Scan the records for the string "breaks"; copy each line where it occurs.

=== Section Start ===

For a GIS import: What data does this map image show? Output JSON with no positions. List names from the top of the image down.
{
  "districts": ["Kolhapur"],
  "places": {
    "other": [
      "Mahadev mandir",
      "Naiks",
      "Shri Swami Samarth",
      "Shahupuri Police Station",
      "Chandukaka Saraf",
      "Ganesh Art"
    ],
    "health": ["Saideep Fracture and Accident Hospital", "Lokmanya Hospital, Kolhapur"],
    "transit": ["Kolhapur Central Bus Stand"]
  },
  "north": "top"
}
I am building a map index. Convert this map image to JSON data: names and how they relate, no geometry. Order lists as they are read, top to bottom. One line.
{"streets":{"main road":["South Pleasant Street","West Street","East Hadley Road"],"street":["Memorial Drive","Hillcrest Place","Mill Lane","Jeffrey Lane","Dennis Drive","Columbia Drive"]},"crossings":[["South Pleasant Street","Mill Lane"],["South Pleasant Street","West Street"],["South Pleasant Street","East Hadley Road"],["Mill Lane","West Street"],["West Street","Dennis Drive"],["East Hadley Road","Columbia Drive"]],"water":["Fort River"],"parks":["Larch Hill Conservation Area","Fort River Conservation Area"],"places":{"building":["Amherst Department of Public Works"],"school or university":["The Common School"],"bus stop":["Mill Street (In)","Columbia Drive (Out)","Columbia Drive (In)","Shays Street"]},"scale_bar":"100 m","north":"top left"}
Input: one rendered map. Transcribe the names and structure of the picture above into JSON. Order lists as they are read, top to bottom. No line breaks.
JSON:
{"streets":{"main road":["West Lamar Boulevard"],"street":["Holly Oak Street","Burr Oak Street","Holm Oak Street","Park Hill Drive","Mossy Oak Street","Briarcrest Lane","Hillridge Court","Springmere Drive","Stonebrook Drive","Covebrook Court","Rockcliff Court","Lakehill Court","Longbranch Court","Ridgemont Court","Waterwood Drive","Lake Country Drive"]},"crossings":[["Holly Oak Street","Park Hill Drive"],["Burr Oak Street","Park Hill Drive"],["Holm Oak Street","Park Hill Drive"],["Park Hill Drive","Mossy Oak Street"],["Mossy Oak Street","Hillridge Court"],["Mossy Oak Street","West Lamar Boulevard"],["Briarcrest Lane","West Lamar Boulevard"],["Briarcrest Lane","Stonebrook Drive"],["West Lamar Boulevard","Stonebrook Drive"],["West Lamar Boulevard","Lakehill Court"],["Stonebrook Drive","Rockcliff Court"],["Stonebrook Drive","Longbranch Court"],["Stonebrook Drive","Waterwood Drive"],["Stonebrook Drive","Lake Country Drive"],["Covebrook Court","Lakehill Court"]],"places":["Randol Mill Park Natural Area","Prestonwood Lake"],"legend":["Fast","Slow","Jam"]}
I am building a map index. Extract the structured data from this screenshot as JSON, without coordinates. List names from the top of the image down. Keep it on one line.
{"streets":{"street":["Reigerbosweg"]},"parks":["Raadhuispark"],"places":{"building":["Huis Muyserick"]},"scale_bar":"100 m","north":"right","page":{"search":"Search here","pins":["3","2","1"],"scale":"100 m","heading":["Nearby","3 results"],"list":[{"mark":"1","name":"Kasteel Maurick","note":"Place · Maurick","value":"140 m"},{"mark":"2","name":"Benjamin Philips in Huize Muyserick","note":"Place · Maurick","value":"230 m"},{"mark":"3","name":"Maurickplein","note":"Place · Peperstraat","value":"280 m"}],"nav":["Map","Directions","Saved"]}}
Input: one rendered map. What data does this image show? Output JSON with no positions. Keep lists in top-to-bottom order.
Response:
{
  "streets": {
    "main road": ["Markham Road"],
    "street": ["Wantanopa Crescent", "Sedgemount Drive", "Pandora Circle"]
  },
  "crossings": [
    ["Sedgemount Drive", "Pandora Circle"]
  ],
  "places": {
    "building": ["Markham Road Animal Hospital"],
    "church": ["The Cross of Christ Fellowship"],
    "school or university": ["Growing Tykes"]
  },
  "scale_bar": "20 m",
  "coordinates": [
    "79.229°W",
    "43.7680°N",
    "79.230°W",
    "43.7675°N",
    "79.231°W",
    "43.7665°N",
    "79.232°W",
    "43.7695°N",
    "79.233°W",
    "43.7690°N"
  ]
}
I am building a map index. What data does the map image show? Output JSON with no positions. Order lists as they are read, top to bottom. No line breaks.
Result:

=== Section End ===

Solution to this task
Input: one rendered map. Transcribe the names and structure of the picture above into JSON. Order lists as they are read, top to bottom. No line breaks.
I am building a map index. What data does the map image show? Output JSON with no positions. Order lists as they are read, top to bottom. No line breaks.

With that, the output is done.